▶ **Dataset records**:

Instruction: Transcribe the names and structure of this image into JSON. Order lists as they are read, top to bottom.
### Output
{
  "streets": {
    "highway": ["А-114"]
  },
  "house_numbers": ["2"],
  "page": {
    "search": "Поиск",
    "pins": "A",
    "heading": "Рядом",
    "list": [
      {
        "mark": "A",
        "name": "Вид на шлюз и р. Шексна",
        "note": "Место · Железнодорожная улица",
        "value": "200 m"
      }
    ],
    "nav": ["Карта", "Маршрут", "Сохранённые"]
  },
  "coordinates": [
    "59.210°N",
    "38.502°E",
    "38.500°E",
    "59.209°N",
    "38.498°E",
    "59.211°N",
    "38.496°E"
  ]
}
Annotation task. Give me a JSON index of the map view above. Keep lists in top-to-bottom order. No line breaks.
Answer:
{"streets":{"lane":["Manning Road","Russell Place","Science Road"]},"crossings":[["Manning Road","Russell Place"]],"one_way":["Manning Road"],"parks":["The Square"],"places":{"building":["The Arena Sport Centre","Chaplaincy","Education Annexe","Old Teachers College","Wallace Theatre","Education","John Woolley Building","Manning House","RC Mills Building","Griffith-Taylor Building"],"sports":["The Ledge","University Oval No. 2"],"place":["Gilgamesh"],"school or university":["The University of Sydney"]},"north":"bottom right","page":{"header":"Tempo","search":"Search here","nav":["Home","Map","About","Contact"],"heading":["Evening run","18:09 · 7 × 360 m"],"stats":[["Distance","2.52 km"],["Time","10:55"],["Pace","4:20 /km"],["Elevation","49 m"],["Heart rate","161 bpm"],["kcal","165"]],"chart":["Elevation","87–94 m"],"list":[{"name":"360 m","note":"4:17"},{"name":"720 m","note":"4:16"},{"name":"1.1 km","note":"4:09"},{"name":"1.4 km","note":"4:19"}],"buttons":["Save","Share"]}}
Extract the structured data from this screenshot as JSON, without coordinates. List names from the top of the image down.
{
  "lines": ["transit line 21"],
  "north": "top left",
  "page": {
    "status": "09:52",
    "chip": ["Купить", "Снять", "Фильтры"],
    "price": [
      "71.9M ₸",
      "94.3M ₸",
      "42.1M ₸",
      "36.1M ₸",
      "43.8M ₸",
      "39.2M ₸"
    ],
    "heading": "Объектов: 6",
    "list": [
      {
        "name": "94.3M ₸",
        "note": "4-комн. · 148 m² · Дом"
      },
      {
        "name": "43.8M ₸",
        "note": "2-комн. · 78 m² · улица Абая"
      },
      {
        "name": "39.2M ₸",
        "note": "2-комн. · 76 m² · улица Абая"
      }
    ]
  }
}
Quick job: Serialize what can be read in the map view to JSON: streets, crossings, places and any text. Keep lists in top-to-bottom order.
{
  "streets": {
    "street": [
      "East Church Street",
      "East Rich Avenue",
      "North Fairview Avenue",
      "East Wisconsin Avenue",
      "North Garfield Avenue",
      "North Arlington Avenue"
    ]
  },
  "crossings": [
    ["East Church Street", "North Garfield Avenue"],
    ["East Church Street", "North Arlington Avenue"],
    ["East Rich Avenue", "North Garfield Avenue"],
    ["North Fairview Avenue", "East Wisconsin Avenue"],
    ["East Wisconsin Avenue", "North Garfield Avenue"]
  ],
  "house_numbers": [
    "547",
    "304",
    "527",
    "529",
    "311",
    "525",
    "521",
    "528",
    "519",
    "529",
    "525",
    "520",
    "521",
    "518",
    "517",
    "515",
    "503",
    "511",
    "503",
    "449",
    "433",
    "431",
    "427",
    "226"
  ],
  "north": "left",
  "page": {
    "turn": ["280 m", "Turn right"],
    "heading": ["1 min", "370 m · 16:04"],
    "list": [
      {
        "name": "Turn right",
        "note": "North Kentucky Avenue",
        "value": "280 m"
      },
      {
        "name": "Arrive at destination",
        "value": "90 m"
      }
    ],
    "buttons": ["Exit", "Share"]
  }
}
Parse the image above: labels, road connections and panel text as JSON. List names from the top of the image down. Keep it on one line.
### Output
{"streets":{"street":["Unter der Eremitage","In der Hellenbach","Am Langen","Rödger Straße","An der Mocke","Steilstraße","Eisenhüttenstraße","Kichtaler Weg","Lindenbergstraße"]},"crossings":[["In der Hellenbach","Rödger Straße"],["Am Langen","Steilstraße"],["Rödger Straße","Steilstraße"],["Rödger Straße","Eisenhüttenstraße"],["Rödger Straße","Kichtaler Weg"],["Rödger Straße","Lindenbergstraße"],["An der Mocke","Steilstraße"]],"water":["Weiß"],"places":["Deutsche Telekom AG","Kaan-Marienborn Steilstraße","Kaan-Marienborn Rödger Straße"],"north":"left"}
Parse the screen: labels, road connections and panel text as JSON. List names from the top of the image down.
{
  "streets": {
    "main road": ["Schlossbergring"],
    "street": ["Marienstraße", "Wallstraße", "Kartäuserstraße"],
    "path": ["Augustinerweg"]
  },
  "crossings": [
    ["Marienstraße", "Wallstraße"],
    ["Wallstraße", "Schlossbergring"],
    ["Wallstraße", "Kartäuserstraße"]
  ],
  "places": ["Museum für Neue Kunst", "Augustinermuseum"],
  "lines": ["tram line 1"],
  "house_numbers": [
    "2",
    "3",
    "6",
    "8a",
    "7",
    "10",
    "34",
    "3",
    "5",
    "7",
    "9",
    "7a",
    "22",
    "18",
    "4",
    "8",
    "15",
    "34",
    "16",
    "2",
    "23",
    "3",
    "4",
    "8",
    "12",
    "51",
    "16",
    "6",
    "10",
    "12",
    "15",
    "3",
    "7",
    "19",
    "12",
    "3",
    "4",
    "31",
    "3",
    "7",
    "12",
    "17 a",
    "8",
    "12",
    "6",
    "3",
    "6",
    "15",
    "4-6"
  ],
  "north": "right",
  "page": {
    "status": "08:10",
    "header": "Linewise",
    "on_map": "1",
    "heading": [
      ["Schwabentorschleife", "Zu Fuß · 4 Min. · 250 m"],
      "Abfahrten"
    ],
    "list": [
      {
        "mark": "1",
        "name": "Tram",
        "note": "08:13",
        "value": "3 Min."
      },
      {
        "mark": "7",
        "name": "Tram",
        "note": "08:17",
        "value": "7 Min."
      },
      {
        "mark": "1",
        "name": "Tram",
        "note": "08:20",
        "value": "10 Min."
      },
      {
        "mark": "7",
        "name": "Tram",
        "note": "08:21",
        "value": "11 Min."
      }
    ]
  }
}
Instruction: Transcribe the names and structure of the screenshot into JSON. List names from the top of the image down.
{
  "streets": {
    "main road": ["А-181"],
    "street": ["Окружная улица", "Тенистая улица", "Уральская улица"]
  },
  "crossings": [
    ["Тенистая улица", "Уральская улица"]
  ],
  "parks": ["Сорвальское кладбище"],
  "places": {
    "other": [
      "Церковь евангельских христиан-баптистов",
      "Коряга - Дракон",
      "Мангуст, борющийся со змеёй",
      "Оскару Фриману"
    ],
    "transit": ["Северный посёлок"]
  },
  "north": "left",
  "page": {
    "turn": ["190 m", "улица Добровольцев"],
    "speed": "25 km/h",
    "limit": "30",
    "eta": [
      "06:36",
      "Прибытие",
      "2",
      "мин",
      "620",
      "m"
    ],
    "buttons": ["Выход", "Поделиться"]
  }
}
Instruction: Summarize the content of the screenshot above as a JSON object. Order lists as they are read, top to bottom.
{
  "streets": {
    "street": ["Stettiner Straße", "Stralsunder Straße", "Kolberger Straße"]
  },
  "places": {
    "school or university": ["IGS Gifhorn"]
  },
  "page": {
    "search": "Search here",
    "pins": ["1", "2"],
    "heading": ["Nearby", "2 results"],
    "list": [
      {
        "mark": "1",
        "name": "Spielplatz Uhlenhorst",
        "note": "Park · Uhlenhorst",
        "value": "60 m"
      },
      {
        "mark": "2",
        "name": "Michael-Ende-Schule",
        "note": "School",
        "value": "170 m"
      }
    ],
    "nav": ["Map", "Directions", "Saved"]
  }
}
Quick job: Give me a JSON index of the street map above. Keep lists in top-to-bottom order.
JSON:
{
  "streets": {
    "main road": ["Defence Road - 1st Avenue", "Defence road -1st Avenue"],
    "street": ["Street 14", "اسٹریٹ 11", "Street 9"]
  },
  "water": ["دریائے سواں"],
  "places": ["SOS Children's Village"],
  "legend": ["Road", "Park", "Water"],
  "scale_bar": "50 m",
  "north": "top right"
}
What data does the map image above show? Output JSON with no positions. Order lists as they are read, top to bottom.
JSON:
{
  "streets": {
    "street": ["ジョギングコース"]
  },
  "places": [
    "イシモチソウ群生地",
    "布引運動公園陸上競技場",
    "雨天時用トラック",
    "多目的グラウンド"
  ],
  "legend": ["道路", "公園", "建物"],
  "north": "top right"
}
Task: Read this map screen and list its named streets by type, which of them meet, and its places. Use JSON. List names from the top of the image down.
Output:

▶ **What needs to be done**: The answer should be the first line of the material and every line after it through the line containing "Annotation task. Give", exactly as written, and nothing else.

▶ **Exercise output**:
Instruction: Transcribe the names and structure of this image into JSON. Order lists as they are read, top to bottom.
### Output
{
  "streets": {
    "highway": ["А-114"]
  },
  "house_numbers": ["2"],
  "page": {
    "search": "Поиск",
    "pins": "A",
    "heading": "Рядом",
    "list": [
      {
        "mark": "A",
        "name": "Вид на шлюз и р. Шексна",
        "note": "Место · Железнодорожная улица",
        "value": "200 m"
      }
    ],
    "nav": ["Карта", "Маршрут", "Сохранённые"]
  },
  "coordinates": [
    "59.210°N",
    "38.502°E",
    "38.500°E",
    "59.209°N",
    "38.498°E",
    "59.211°N",
    "38.496°E"
  ]
}
Annotation task. Give me a JSON index of the map view above. Keep lists in top-to-bottom order. No line breaks.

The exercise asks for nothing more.